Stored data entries
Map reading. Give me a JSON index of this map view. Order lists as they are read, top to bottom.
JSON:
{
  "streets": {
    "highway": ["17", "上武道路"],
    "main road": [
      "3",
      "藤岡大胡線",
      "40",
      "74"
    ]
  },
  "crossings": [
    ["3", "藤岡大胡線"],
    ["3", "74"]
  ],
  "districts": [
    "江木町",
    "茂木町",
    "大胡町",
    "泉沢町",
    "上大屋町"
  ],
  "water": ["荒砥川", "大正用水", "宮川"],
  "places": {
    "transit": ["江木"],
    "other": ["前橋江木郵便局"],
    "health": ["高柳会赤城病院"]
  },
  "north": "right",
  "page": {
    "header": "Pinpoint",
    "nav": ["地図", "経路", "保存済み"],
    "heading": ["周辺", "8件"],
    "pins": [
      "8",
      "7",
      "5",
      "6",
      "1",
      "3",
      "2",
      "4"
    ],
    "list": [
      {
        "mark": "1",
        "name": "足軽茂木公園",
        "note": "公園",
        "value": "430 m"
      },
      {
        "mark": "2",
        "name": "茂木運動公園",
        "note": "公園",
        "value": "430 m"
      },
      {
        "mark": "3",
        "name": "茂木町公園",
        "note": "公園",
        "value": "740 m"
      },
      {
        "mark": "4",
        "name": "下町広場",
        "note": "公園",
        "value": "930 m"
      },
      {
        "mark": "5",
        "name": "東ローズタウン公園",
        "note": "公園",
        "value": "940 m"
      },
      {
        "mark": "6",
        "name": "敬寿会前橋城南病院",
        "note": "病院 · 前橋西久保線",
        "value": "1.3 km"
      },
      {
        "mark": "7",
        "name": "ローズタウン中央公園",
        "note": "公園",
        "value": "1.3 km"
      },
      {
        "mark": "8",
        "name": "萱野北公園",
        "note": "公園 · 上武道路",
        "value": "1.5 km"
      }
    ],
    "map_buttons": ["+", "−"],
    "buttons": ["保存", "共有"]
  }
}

◆ **Activity**
Write out every entry exactly as it appears.

◆ **Expected output**
Map reading. Give me a JSON index of this map view. Order lists as they are read, top to bottom.
JSON:
{
  "streets": {
    "highway": ["17", "上武道路"],
    "main road": [
      "3",
      "藤岡大胡線",
      "40",
      "74"
    ]
  },
  "crossings": [
    ["3", "藤岡大胡線"],
    ["3", "74"]
  ],
  "districts": [
    "江木町",
    "茂木町",
    "大胡町",
    "泉沢町",
    "上大屋町"
  ],
  "water": ["荒砥川", "大正用水", "宮川"],
  "places": {
    "transit": ["江木"],
    "other": ["前橋江木郵便局"],
    "health": ["高柳会赤城病院"]
  },
  "north": "right",
  "page": {
    "header": "Pinpoint",
    "nav": ["地図", "経路", "保存済み"],
    "heading": ["周辺", "8件"],
    "pins": [
      "8",
      "7",
      "5",
      "6",
      "1",
      "3",
      "2",
      "4"
    ],
    "list": [
      {
        "mark": "1",
        "name": "足軽茂木公園",
        "note": "公園",
        "value": "430 m"
      },
      {
        "mark": "2",
        "name": "茂木運動公園",
        "note": "公園",
        "value": "430 m"
      },
      {
        "mark": "3",
        "name": "茂木町公園",
        "note": "公園",
        "value": "740 m"
      },
      {
        "mark": "4",
        "name": "下町広場",
        "note": "公園",
        "value": "930 m"
      },
      {
        "mark": "5",
        "name": "東ローズタウン公園",
        "note": "公園",
        "value": "940 m"
      },
      {
        "mark": "6",
        "name": "敬寿会前橋城南病院",
        "note": "病院 · 前橋西久保線",
        "value": "1.3 km"
      },
      {
        "mark": "7",
        "name": "ローズタウン中央公園",
        "note": "公園",
        "value": "1.3 km"
      },
      {
        "mark": "8",
        "name": "萱野北公園",
        "note": "公園 · 上武道路",
        "value": "1.5 km"
      }
    ],
    "map_buttons": ["+", "−"],
    "buttons": ["保存", "共有"]
  }
}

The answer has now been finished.